According to the FASB’s Master Glossary, contingent consideration is usually an obligation of the acquirer to transfer additional assets or equity interests to the former owner as part of an exchange of control of the acquired entity if specific future events occur or conditions are met. Contingent consideration is recognized as of the acquisition date and is classified either as a liability or as equity, depending on whether the obligation is certain. Certainty relates to the obligation’s existence, rather than the amount of the obligation. In other words, a certain obligation is an unconditional obligation.
If the obligation is certain (unconditional) at inception, it is classified as a liability.
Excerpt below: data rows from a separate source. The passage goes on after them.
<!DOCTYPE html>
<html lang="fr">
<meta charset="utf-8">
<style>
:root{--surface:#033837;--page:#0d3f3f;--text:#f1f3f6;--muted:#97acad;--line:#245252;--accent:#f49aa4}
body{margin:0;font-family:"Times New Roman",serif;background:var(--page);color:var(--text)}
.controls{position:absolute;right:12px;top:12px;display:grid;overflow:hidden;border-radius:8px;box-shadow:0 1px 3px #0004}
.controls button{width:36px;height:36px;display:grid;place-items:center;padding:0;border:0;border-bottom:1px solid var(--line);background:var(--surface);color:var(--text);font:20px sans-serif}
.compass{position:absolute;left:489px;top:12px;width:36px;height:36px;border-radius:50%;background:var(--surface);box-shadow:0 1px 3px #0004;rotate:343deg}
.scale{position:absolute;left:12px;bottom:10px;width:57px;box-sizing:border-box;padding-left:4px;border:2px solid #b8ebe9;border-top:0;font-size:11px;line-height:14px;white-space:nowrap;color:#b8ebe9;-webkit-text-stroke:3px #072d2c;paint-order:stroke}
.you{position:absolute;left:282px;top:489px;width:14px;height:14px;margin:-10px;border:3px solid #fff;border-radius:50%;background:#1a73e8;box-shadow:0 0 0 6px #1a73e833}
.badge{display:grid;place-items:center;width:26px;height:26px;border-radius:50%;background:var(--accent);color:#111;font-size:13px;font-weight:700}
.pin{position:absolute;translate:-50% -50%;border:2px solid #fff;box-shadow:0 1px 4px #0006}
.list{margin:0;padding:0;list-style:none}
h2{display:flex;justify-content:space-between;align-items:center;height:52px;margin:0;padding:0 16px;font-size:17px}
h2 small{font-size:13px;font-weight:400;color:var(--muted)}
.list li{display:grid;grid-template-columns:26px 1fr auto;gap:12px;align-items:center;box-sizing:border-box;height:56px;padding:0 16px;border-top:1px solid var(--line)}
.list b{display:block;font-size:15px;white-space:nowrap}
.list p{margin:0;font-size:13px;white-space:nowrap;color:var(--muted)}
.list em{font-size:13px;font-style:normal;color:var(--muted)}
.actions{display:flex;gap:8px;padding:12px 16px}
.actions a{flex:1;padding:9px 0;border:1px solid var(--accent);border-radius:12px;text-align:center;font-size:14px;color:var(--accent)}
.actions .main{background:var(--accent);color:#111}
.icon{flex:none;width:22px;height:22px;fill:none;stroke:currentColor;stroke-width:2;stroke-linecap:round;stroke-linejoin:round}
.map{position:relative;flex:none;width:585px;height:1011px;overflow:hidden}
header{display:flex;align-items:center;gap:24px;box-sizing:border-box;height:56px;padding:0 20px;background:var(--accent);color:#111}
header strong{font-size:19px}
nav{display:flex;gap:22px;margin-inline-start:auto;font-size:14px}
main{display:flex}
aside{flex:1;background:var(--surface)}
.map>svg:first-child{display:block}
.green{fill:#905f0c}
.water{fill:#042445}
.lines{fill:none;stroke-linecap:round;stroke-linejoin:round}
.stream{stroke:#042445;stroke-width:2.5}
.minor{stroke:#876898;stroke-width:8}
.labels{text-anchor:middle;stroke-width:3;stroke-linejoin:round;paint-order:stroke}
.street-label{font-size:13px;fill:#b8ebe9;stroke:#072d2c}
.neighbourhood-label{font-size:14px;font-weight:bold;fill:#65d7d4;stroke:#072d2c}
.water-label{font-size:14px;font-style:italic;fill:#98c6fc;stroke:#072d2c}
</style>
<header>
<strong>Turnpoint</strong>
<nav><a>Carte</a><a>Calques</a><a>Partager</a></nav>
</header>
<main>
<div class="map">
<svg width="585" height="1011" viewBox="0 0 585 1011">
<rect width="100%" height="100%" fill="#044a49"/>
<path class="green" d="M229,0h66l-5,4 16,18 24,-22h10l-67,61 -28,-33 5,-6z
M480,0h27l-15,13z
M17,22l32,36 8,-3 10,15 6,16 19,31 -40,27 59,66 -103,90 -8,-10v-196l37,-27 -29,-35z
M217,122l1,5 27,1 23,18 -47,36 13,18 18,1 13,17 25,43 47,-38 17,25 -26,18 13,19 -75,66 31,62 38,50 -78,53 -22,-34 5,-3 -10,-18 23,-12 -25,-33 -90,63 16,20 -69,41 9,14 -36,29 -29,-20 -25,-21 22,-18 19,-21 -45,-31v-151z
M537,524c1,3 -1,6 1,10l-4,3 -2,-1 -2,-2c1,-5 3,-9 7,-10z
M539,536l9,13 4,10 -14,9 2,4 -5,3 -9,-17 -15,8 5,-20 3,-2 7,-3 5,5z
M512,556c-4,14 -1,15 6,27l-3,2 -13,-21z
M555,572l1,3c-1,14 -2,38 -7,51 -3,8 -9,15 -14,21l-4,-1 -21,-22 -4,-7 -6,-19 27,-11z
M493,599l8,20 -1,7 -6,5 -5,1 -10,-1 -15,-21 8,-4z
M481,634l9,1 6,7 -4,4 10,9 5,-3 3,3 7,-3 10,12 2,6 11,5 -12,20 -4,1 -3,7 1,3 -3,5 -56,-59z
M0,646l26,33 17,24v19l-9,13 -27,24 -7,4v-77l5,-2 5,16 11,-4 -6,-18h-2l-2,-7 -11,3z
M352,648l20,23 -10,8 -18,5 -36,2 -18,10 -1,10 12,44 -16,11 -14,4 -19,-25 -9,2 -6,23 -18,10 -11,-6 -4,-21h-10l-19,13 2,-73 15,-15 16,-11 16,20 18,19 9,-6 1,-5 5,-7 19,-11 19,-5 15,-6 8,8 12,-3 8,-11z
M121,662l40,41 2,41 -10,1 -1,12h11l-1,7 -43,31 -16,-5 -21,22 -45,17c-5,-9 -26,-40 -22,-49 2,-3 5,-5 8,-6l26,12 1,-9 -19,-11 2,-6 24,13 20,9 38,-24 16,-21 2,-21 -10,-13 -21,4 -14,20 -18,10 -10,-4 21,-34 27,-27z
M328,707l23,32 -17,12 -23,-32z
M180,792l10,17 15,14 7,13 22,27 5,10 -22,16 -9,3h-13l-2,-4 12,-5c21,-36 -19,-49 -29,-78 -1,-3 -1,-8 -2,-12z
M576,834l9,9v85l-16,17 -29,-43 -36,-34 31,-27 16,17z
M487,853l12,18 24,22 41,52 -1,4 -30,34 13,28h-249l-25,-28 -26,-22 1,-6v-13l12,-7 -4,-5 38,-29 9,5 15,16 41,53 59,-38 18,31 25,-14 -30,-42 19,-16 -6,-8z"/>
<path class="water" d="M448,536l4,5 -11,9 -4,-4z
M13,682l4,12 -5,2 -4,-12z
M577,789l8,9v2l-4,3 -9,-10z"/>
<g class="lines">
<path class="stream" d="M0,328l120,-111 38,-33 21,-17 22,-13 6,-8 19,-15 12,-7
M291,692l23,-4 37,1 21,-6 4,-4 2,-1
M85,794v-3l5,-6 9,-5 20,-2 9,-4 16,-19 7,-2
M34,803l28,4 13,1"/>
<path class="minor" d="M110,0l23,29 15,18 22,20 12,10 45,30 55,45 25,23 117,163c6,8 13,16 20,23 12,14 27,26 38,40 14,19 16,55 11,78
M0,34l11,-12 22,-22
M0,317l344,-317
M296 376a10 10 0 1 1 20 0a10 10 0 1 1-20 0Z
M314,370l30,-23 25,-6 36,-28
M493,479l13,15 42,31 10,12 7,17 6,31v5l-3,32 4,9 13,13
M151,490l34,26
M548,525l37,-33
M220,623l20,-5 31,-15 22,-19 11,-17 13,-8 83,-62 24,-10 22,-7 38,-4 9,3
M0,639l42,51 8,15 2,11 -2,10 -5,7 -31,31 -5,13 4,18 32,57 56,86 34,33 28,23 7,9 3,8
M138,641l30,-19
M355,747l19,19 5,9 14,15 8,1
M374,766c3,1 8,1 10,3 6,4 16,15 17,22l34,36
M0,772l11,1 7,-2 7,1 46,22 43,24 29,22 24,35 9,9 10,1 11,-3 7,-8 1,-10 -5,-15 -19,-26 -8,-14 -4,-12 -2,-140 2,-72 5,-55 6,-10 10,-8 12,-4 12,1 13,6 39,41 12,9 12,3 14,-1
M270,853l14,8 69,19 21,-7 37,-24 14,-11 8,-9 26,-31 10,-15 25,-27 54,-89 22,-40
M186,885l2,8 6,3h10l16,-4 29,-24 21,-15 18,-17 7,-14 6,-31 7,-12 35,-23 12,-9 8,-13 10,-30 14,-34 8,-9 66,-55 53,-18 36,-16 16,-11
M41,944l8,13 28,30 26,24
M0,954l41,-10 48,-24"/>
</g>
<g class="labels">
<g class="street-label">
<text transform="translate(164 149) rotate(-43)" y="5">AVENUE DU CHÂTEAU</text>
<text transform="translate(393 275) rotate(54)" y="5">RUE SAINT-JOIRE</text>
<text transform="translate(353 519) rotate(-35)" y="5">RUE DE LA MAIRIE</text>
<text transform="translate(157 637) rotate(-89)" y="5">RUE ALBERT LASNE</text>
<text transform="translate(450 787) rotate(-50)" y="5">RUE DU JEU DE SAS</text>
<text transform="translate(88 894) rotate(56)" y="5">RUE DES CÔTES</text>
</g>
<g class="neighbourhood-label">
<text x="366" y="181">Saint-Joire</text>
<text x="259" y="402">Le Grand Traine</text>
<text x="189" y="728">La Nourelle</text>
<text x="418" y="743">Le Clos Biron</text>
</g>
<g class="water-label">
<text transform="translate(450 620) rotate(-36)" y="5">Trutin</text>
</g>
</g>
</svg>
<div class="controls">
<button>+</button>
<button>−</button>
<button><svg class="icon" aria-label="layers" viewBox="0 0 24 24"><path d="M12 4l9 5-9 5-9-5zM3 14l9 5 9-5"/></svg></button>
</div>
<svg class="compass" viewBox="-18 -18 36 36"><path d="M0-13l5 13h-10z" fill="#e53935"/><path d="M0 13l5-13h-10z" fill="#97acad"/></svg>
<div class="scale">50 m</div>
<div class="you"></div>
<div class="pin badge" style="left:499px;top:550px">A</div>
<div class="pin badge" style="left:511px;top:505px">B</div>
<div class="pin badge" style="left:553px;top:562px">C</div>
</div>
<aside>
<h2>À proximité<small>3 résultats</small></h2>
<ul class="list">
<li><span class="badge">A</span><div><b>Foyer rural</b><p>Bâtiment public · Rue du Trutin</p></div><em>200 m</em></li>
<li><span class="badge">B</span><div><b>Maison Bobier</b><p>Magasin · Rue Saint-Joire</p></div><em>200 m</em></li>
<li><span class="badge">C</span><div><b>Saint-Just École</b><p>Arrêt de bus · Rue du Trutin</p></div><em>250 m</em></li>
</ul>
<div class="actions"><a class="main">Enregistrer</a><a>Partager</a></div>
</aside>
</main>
This type of earn-out is generally settled with cash or a variable number of the buyer’s shares (fixed dollar amount). If the obligation is not certain (conditional) at inception, it is classified as equity. The obligation is triggered if the acquired entity meets certain performance targets or if certain milestones are met. Settlement is generally a fixed number of the buyer’s shares (variable dollar amount). Regardless of whether the earn-out provision is classified as a liability or as equity, contingent consideration is measured at fair value.
Contingent consideration classified as a liability is subject to remeasurement at each reporting date until its ultimate settlement date. Any change in the fair value of the liability due to events that occur after the acquisition date would be recognized in earnings (except for hedging activities that flow through other comprehensive earnings.) However, contingent consideration classified as equity is not subject to remeasurement. Instead, any gain or loss at settlement is recorded as an adjustment to equity through other comprehensive income. Because companies generally try to avoid earnings volatility, there is an incentive to structure business combination transactions so that earn-outs will be conditional and therefore, not subject to remeasurement.
One interesting side effect of remeasurement is that it tends to buffer earnings. When an acquired entity has better than expected operating performance, there is a greater likelihood that earn-out performance targets will be met. Recognizing the increase in the fair value of the contingent obligation results in a remeasurement loss. The remeasurement loss tends to offset some of the improved operating performance. The converse is also true. Worse than expected operating performance leads to remeasurement gains, which offset poor operating results.
Because the remeasurement of contingent earn-out liabilities from business combinations has the potential to increase earnings volatility, accurate measurement of the obligation’s fair value at the acquisition date is critical. Future articles will discuss factors to consider and methods for measuring the fair value of contingent consideration.